McDonald's CEO addresses concerns of possible meat shortage amid coronavirus

ByKELLY MCCARTHY via ABCNews logo
Thursday, May 7, 2020
McDonald's CEO addresses concerns of possible meat shortage amid coronavirus
A McDonald's Big Mac and french fries are seen on a tray on April 30, 2018 in Miami, Fla.
ABCNews

McDonald's has kept thousands of restaurants open around the world to feed communities and front-line workers amid the coronavirus pandemic and the fast food chain remains confident it will continue to do so despite the latest challenge to hit the U.S. food industry.

Chris Kempczinski, the CEO of McDonald's, joined "Good Morning America" on Thursday to discuss concerns over beef and pork shortages.

"We've got an amazing group of suppliers and amazing supply chain team," he said. "For us really what's been incredible is just through this entire pandemic we haven't had a supply chain break anywhere in all 40,000 restaurants around the globe."

He continued, "That said, in the U.S. And North America, you know, we're watching very closely this meat supply issue. It's particularly an issue with beef. Right now we feel good about our situation, but it really is a day-to-day status and we're monitoring it but, again, we feel pretty good about where we're at right now."

While McDonald's has not had supply chain problems, some Wendy's restaurants have taken hamburgers off the menu due to the meat shortage.

Kempczinski also said that for now, the most important focus is on "keeping the crew, keeping customers safe."

"Without that nothing else really matters to be quite honest and so in the case of our crew, we're doing a variety of things," he said.

McDonald's has over 50 new procedures in place at U.S. restaurants, which include "everything from social distancing, how we sanitize the restaurant, protective barriers, gloves, masks" and more, according to the company.

As for customers, Kempczinski said "most of our business now is happening through the drive-through which kind of has a natural built-in social distancing element to it."

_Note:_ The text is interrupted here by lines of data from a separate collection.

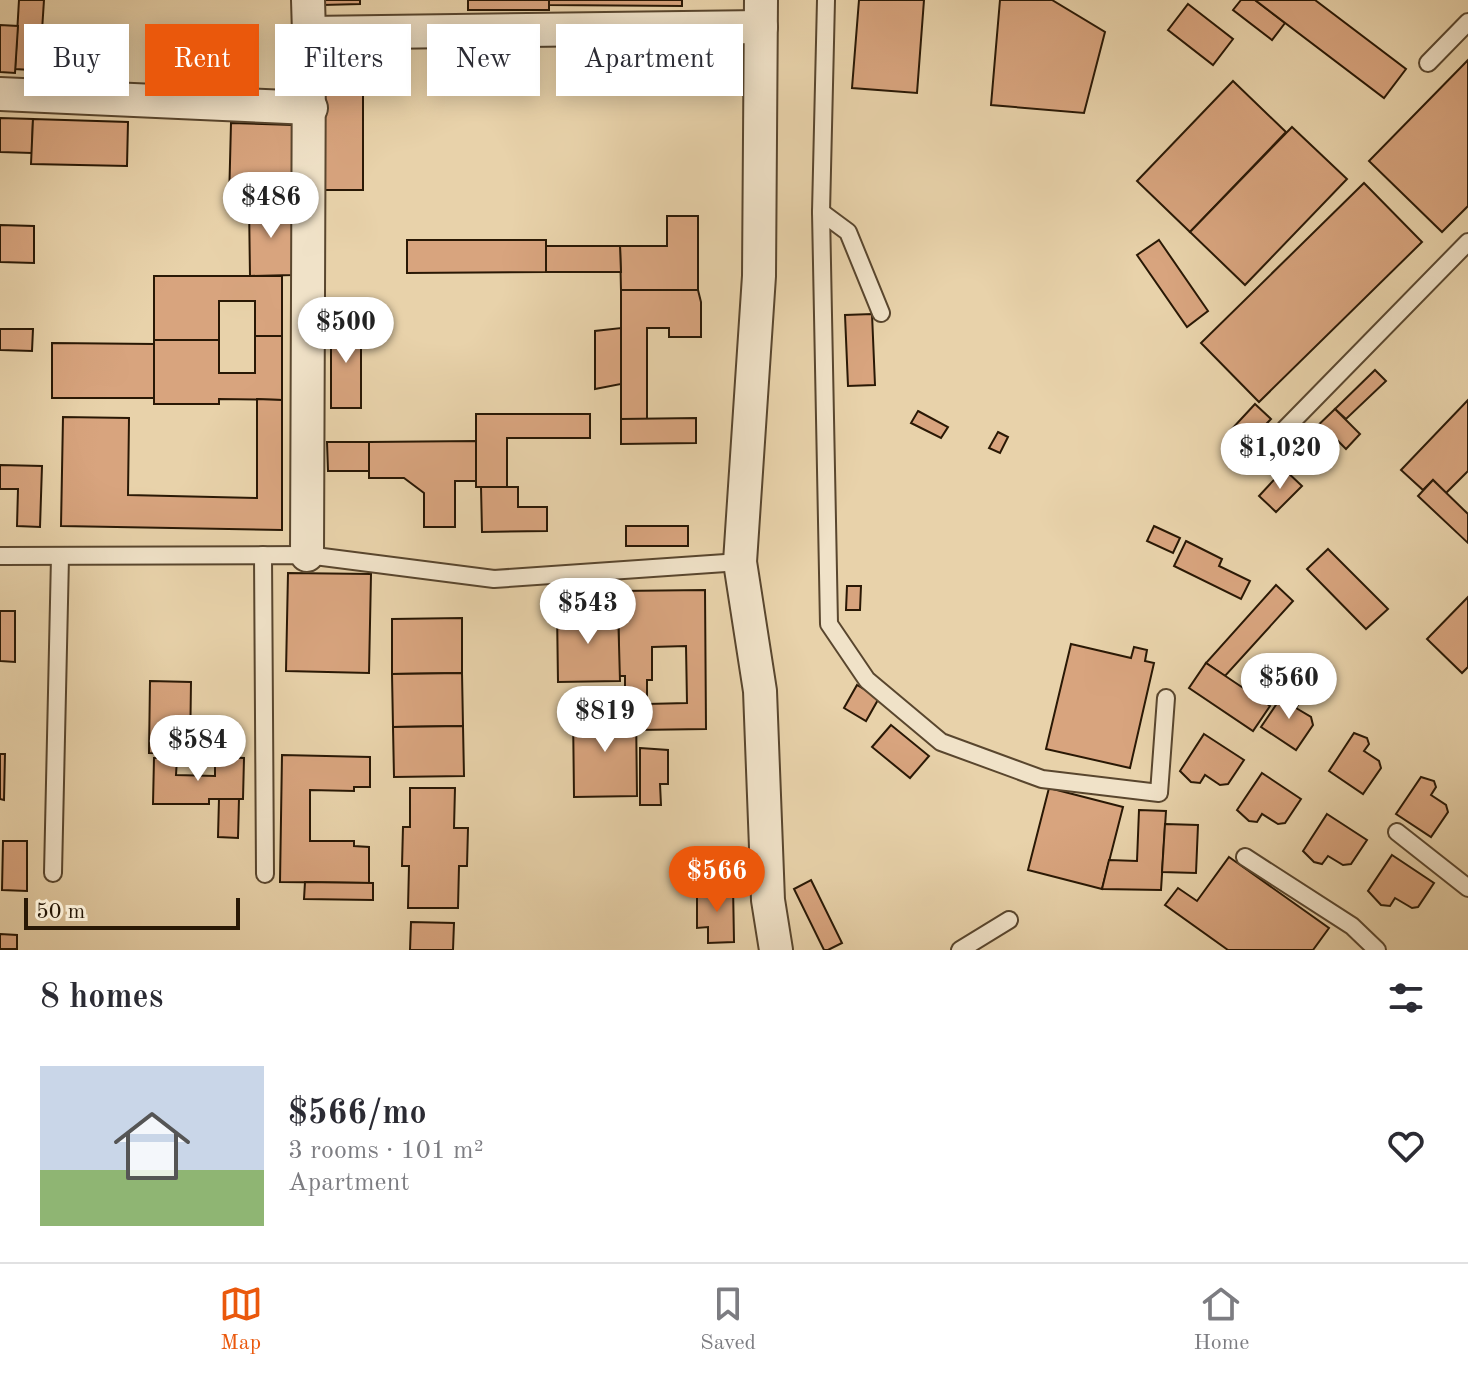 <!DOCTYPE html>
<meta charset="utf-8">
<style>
body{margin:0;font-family:"Old Standard TT",serif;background:#f2f2f3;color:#2b2b33;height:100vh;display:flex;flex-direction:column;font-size:30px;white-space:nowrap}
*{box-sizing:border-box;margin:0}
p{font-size:26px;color:#7c7c81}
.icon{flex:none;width:44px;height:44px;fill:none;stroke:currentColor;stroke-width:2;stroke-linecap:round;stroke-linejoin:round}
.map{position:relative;height:950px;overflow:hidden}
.panel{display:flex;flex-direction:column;background:#fff;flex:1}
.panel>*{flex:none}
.banner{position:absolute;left:24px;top:24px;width:800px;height:72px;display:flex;gap:16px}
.scale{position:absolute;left:24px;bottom:20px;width:216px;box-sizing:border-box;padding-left:8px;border:4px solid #291805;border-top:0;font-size:22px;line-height:28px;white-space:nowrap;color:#291805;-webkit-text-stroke:6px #f0e2c8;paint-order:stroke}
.price{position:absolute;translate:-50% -68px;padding:0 18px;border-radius:28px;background:#fff;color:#222;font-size:26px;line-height:52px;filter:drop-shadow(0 2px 4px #0008)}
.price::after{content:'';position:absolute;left:50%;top:48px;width:24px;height:18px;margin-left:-12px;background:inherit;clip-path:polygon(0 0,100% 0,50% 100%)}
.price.active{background:#ea580c;color:#fff}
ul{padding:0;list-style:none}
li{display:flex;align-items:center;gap:24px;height:200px;padding:0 40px}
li+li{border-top:2px solid #e1e1e2}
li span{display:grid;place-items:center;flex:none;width:224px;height:160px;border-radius:0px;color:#555}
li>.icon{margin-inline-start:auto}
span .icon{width:96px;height:96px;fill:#fffc;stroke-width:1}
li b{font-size:34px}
h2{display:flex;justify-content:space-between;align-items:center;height:96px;padding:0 40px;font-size:34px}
.chip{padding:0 28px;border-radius:0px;background:#fff;box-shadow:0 4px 20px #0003;font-size:28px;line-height:72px}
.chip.active{background:#ea580c;color:#fff}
.tabs{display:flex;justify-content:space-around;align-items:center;height:112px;border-top:2px solid #e1e1e2;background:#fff;font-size:22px;color:#7c7c81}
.tabs a{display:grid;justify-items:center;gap:4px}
.tabs .active{color:#ea580c}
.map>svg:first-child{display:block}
</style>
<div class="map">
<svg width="1468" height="950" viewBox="0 0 1468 950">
<rect width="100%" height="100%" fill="#e8d2aa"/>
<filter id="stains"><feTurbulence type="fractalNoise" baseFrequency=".0025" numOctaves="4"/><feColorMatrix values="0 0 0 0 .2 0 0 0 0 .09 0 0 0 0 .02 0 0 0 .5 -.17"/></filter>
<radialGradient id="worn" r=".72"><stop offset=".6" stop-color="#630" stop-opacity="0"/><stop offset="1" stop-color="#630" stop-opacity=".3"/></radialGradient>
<g fill="#d8a47e" stroke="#291805" stroke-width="2" fill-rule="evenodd">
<polygon points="19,0 44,0 41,46 101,49 100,74 15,69"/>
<polygon points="323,0 360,0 360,4 323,5"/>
<rect x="468" y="0" width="81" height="10"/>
<polygon points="549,0 682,0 682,6 549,5"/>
<polygon points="859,0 924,0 917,93 852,88"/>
<polygon points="1000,0 1052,0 1105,32 1084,113 991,105"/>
<polygon points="1241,0 1255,0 1285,23 1272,40 1233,10"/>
<polygon points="1255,0 1315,0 1406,69 1384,98"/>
<polygon points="1188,4 1233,39 1213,65 1168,30"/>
<polygon points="0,25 18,26 15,73 0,72"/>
<polygon points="175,47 246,49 245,74 174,71"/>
<polygon points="395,48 395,82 363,82 363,190 324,190 323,49"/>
<polygon points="1468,60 1468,206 1442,232 1369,161"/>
<polygon points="1233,81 1286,132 1190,232 1137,181"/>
<polygon points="0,118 33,119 32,153 0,152"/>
<polygon points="33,119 128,122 127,166 31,164"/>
<polygon points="231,123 294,125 292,204 229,202"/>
<polygon points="1292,127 1347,179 1245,285 1190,232"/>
<polygon points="1364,183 1422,242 1259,402 1201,343"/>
<polygon points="249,203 292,204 293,275 250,276"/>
<polygon points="667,216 698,216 698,290 621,290 620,246 667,246"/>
<polygon points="0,225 34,226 34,263 0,262"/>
<polygon points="407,240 546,240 546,272 407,273"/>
<polygon points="1159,240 1208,311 1187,327 1137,255"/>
<polygon points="546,246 620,246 621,272 546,272"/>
<polygon points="154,276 282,276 282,336 255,336 255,301 219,301 219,340 154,340"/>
<polygon points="621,290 698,290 701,302 701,337 669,337 669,328 647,328 647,419 621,419"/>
<polygon points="872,314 875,385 848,386 845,315"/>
<rect x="331" y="322" width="30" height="86"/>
<polygon points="621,328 621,384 595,389 595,331"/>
<polygon points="0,329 33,329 32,351 0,350"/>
<polygon points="255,336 282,336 282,400 219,399 219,404 154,404 154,340 219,340 219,373 255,373"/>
<polygon points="52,343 154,344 154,398 52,398"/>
<polygon points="1375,370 1386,381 1346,419 1335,409"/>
<polygon points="257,399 282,400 282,530 61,526 63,417 129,418 128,495 257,498"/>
<polygon points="1468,400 1468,471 1446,493 1433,480 1423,490 1401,470"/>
<polygon points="1255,404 1271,419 1245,446 1230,431"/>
<polygon points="1335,409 1360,434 1346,449 1335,438 1324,449 1309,434"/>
<polygon points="918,411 948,427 941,438 911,423"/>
<polygon points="476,414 590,414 590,438 507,438 507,487 476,487"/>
<polygon points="696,418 696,443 621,444 621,419"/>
<polygon points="998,432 1008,437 1000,453 989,448"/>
<polygon points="476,441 476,481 455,481 455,527 424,527 424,493 404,478 369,478 369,442"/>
<polygon points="327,442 369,442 369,471 328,471"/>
<polygon points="0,465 42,466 40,527 17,526 18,489 0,489"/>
<polygon points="1284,469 1302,486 1276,512 1259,496"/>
<polygon points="1433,480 1468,514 1468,543 1418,496"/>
<polygon points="481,487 518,487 518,507 547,507 547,531 482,532"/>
<rect x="626" y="526" width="62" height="20"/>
<polygon points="1154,526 1180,538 1173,553 1147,541"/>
<polygon points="1186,541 1222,559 1219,566 1250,581 1241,599 1174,566"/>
<polygon points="1328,549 1388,609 1366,629 1307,569"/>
<polygon points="288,573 371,574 369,673 286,671"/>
<polygon points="1276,585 1293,601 1225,676 1206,663"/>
<polygon points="847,586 861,586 860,610 846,610"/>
<path d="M705,590L706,729L636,730V710H625V676H619L618,591ZM686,646L687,703L647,704V680H652V647Z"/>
<polygon points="1468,597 1468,667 1462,673 1427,639"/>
<polygon points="618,609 620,681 558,682 557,610"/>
<polygon points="0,611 15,611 15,662 0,661"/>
<polygon points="462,618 462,673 392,674 392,619"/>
<polygon points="1071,644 1131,658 1134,647 1147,650 1145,661 1154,663 1130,768 1046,749"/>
<polygon points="1206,663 1270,706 1253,731 1189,688"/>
<polygon points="462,673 463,726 393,727 392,674"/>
<polygon points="150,681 191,682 190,754 149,753"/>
<polygon points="857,685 879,698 866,721 844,708"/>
<polygon points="1286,690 1299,694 1301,700 1296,708 1311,717 1313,725 1296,750 1261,727"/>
<polygon points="636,710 637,796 574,797 573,711"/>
<polygon points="891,725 929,756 910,778 872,747"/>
<polygon points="463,726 464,776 394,777 393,727"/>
<polygon points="1354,733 1367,738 1369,744 1364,751 1379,761 1381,768 1363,794 1329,771"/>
<polygon points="1204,734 1244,760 1228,784 1220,785 1205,775 1200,783 1191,782 1180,771"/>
<polygon points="640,748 668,750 668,784 660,784 661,805 640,805"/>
<polygon points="0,754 5,754 4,800 0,799"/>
<polygon points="282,755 370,757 370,787 354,787 354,791 310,790 310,841 354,841 354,846 369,847 369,883 280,882"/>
<polygon points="215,757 244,758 243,799 209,799 209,804 153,804 154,758 177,758 176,775 215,776"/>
<polygon points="1262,773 1301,799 1285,823 1278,824 1262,814 1257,822 1249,821 1237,810"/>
<polygon points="1421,777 1434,781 1436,787 1431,795 1446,805 1448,812 1431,837 1396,814"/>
<polygon points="410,788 455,788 454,828 468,828 467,866 459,866 458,908 408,908 409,866 402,866 403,827 410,827"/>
<polygon points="1049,788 1123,807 1102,889 1028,870"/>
<polygon points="219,799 239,799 238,838 218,837"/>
<polygon points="1139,810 1166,811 1161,890 1102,889 1109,860 1137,861"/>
<polygon points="1327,814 1367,840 1351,864 1343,865 1328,856 1322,864 1314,862 1303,851"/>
<polygon points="1165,824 1198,825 1196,873 1162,872"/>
<polygon points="3,841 27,841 27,891 2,890"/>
<polygon points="1392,855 1434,883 1418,907 1412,908 1395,898 1390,906 1381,905 1368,891"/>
<polygon points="1229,857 1329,928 1313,950 1228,950 1165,905 1178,888 1197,901"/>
<polygon points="811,880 842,943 828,950 824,950 794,889"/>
<polygon points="305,882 373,883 373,900 304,899"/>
<polygon points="707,885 733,885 734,942 708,943 708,927 697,928 697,897 708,897"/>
<polygon points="411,922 454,923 453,950 410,950"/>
<polygon points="0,934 17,935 17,949 0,949"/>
</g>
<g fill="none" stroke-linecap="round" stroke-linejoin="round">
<defs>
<g id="lane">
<polyline points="826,0 821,212 829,624 867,680 941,742 1042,779 1159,793 1166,698"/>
<polyline points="1428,63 1468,22"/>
<polyline points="821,212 848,232 881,313"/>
<polyline points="1285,429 1468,242"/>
<polyline points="263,555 265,874"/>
<polyline points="0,556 307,555 494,579 740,562"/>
<polyline points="1397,832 1468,888"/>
<polyline points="1245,857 1352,926 1377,950"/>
<polyline points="53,873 60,557"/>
<polyline points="960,950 1009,920"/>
</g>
<g id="street">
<polyline points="308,0 309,33"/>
<polyline points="761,0 759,276 740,562 760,691 768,900 776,950"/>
<polyline points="0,94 311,108"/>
<polyline points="307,555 309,33 761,27"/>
</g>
</defs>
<use href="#lane" stroke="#59462e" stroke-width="20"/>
<use href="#street" stroke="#59462e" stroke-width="36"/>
<use href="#lane" stroke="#f0e2c8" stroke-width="16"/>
<use href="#street" stroke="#f0e2c8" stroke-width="32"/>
</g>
<rect width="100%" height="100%" filter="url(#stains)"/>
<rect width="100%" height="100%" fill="url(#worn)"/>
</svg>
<div class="scale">50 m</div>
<b class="price" style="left:271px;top:240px">$486</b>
<b class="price" style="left:346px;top:365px">$500</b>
<b class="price" style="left:1280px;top:491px">$1,020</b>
<b class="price" style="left:588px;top:646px">$543</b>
<b class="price" style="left:1289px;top:721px">$560</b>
<b class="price" style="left:605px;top:754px">$819</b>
<b class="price" style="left:198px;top:783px">$584</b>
<b class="price active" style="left:717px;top:914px">$566</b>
<div class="banner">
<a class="chip">Buy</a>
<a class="chip active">Rent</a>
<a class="chip">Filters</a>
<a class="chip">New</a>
<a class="chip">Apartment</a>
</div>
</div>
<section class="panel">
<h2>8 homes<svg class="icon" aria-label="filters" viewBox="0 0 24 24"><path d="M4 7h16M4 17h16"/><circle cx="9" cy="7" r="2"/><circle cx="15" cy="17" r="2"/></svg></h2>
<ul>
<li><span style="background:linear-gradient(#c9d6e8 65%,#8fb573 0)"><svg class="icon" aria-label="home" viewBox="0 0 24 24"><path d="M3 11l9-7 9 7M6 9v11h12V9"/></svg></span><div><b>$566/mo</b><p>3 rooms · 101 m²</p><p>Apartment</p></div><svg class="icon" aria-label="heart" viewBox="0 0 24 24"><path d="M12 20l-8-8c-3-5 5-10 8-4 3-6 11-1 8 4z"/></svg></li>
</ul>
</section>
<nav class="tabs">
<a class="active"><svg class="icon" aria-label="map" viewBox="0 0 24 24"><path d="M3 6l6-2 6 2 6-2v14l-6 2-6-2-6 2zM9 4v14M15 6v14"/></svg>Map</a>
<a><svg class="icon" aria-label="saved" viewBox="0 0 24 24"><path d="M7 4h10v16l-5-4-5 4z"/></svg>Saved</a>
<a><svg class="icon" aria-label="home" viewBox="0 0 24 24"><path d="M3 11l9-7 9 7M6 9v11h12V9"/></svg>Home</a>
</nav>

"Certainly we've never had a test like this one but it's just been great to see how we're sharing learnings and best practices across the globe because we're all going through this for the first time," he added.

Globally, Kempczinski said McDonald's has started to innovate with dining room spacing, barriers, contact-less ordering and pickup from a cart to avoid human contact.

"I think the thing you're seeing in the Netherlands and in restaurants around the globe, McDonald's is really good at innovating and this is an innovation problem as much as a public health problem," he explained. "So we're going to find solutions to this to ensure we can both serve our customers but also make sure we're doing it safely."

McDonald's, like many restaurants that have stayed open, created a Thank You Meal program for first responders and front-line workers. More than 10 million meals have been donated in the last two weeks.

"Now that will continue on a local basis in some restaurants," Kempczinski said of the program. "[To] be able to get a meal on your way to or from work has been a huge, huge help to first responders and we're going to continue to find ways like the thank you meal program to just step up and do a little extra thanks as well."